*** EXERCISE DATA Section Begins ***
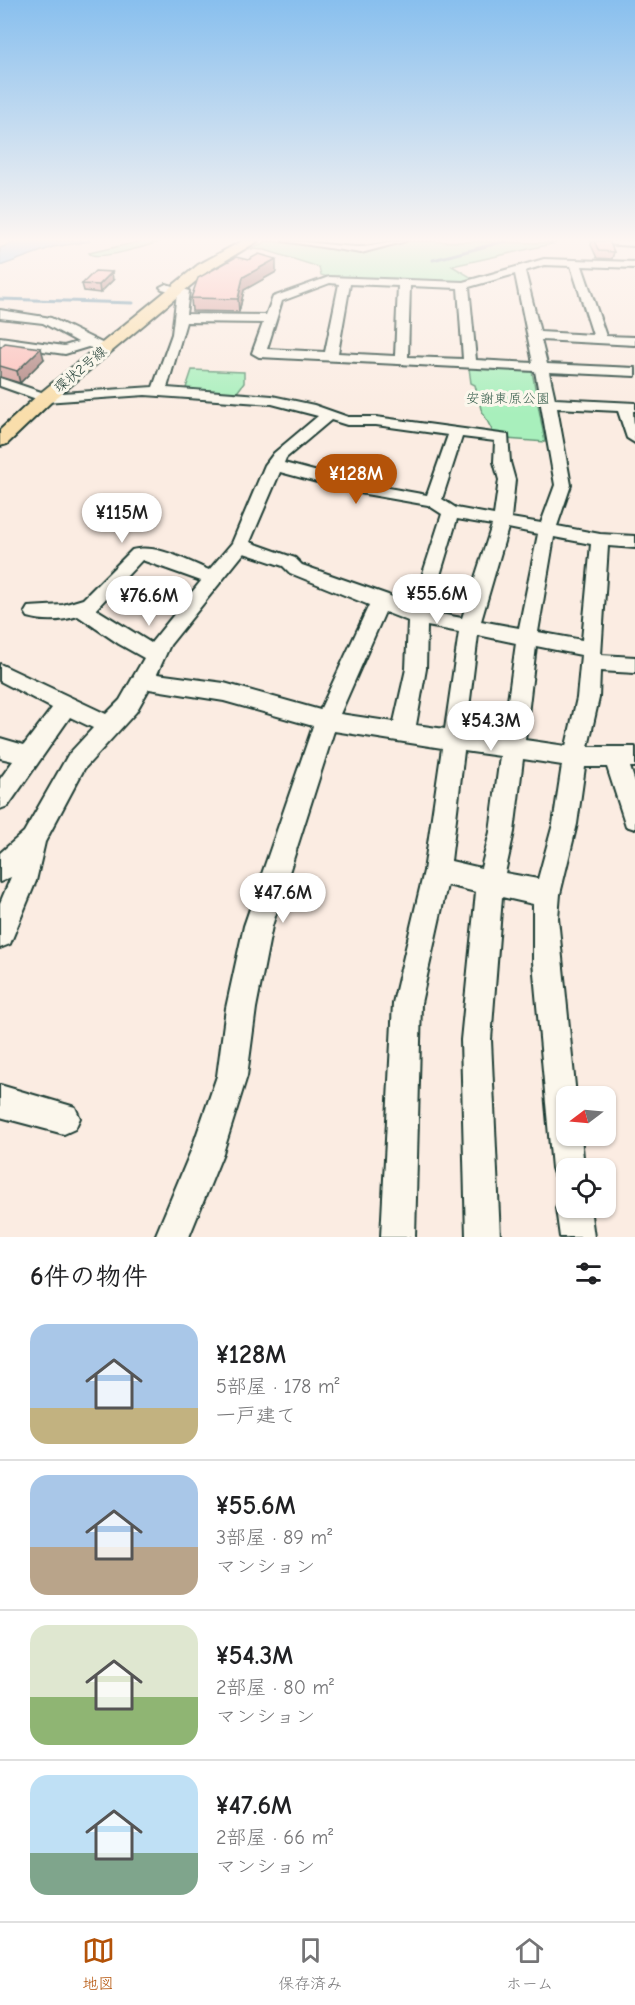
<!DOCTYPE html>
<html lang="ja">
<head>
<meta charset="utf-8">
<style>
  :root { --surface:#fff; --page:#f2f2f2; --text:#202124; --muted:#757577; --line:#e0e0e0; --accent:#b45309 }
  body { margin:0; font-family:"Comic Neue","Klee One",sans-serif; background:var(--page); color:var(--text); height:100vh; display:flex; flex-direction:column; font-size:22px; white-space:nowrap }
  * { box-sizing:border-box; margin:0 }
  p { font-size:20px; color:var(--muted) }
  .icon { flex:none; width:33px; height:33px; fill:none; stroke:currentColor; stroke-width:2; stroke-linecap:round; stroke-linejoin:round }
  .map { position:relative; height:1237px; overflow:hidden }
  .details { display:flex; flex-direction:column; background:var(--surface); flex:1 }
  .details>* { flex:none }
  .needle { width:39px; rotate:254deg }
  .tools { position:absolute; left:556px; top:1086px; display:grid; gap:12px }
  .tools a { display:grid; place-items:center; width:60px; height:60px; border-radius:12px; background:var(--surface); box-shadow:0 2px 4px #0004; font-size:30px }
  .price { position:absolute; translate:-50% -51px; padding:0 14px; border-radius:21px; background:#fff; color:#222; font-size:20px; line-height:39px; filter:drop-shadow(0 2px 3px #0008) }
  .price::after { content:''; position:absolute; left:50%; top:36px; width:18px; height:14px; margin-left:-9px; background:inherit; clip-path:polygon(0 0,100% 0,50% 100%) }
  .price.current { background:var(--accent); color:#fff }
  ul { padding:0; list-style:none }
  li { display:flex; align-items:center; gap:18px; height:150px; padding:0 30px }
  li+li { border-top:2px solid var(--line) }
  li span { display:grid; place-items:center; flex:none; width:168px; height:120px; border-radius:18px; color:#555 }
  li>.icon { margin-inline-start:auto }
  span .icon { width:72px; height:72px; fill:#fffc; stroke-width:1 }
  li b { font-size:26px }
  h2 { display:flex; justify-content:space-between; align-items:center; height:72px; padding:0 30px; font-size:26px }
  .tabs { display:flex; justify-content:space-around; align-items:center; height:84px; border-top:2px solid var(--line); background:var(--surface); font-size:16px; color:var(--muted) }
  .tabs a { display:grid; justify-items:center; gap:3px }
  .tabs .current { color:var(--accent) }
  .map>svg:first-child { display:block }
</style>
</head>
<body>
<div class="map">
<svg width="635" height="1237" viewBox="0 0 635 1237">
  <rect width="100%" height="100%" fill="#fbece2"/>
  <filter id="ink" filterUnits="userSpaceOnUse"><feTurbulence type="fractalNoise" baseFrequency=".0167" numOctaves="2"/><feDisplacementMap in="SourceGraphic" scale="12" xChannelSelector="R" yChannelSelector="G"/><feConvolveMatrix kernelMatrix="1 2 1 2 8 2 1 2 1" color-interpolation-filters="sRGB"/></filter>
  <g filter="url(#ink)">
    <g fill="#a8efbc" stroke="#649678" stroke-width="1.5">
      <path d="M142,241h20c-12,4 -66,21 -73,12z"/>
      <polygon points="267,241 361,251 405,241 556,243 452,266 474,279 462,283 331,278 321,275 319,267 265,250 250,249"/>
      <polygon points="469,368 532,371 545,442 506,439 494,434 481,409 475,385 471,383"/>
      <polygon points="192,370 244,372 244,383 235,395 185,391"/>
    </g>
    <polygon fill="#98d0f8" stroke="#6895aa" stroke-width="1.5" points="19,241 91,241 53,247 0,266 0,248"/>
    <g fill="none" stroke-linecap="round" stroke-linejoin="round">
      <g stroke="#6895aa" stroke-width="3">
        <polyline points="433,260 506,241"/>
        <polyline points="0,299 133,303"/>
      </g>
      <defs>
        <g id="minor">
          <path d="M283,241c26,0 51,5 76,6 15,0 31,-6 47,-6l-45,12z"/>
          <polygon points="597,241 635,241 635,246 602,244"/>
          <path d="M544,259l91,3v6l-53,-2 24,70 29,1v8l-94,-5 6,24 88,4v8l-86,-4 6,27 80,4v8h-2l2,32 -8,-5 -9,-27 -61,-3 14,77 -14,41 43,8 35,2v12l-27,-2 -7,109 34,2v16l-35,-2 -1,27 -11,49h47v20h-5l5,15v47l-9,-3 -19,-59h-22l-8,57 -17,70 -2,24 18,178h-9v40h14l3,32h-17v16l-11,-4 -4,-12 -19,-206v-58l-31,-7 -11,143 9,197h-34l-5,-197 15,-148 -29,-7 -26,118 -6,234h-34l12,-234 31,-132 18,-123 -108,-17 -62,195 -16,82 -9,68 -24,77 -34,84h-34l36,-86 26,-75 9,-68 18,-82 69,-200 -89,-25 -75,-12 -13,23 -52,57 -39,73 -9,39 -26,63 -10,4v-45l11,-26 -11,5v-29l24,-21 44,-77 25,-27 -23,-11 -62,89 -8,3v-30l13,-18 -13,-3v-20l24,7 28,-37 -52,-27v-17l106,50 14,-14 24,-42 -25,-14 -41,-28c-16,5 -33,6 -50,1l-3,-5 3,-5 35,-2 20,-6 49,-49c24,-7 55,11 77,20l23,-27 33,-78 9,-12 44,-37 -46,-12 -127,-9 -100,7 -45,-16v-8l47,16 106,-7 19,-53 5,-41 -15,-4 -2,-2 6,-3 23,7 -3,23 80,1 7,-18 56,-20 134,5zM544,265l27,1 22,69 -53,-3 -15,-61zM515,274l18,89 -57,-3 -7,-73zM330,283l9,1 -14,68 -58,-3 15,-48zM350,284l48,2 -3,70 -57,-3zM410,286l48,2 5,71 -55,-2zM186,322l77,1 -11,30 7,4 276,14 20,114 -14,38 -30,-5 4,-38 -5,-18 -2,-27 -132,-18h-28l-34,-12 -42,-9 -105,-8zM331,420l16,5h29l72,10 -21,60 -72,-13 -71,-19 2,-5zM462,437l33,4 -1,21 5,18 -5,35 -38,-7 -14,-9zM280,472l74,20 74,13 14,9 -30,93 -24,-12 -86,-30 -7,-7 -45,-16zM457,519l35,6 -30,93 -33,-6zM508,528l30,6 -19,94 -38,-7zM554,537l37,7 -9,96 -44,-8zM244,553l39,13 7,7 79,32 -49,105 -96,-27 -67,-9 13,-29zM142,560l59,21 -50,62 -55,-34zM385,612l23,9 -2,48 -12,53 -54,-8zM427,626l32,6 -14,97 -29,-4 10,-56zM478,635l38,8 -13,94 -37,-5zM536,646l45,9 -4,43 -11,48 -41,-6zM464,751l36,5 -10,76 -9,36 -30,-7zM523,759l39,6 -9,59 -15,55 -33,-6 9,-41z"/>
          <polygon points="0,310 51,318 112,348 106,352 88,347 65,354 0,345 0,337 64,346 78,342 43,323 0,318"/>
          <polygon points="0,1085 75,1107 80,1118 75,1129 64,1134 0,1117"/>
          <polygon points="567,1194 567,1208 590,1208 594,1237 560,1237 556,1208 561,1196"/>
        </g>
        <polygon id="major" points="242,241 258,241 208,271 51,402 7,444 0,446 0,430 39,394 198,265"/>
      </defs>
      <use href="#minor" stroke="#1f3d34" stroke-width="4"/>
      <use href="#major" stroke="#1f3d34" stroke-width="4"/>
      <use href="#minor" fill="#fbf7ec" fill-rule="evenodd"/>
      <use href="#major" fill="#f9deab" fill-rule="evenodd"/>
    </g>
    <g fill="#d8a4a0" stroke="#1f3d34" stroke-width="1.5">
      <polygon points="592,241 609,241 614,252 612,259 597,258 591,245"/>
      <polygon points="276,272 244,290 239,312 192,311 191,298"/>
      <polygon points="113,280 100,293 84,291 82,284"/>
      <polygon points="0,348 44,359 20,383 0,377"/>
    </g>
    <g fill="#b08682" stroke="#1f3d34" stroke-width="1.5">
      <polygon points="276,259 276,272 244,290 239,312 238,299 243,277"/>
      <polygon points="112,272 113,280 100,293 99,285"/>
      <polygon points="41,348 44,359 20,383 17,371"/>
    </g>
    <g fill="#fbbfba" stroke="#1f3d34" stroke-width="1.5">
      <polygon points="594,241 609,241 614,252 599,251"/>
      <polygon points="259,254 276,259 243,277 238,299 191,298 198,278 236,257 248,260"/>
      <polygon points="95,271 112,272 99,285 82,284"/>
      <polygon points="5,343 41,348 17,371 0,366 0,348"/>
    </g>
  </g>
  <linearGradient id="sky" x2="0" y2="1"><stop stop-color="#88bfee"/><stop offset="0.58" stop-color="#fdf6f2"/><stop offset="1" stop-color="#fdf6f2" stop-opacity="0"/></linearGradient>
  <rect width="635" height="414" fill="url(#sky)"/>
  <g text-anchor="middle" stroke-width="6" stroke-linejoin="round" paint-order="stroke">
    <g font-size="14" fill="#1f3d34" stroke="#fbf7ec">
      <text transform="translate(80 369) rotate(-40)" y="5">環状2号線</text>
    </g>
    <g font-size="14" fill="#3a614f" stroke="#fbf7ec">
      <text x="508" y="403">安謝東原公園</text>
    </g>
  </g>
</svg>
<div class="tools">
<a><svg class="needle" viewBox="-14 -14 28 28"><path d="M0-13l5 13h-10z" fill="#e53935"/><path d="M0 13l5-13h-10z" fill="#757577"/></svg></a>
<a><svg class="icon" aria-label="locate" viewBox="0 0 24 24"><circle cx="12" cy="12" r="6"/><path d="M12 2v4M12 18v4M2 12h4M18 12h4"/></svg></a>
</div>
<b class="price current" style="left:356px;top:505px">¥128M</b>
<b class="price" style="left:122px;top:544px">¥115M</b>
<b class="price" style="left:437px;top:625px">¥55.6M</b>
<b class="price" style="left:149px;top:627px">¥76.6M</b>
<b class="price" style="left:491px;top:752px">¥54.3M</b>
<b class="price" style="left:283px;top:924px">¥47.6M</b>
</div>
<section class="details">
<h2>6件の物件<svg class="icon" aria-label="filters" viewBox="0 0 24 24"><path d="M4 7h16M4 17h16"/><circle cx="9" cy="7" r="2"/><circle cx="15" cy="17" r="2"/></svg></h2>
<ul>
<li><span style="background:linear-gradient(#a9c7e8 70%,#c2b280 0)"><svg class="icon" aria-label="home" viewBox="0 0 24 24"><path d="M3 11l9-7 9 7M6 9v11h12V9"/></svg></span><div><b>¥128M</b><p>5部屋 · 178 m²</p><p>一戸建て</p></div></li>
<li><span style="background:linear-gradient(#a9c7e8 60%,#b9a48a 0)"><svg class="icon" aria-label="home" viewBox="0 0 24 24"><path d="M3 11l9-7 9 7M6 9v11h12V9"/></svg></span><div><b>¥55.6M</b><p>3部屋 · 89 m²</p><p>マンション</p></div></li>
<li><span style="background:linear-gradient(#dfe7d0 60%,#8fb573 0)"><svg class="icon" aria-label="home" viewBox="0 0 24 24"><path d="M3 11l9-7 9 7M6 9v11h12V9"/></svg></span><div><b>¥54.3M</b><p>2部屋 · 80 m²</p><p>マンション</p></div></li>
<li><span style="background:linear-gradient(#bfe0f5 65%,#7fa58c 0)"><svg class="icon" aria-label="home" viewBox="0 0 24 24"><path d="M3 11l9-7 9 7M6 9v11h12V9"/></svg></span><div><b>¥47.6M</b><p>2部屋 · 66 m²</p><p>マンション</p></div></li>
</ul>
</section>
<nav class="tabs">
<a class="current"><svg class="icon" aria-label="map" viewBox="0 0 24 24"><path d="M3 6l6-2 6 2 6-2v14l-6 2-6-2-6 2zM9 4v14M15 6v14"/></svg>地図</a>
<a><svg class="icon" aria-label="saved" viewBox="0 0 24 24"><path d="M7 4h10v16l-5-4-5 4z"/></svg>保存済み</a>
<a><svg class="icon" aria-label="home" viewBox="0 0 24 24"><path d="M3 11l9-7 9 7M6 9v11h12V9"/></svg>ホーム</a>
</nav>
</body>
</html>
*** EXERCISE DATA Section Ends ***
- [DESCRIPTION OF THE TASK]
Of the records above, copy each line that includes "column".

- [ANSWER BOX]
  body { margin:0; font-family:"Comic Neue","Klee One",sans-serif; background:var(--page); color:var(--text); height:100vh; display:flex; flex-direction:column; font-size:22px; white-space:nowrap }
  .details { display:flex; flex-direction:column; background:var(--surface); flex:1 }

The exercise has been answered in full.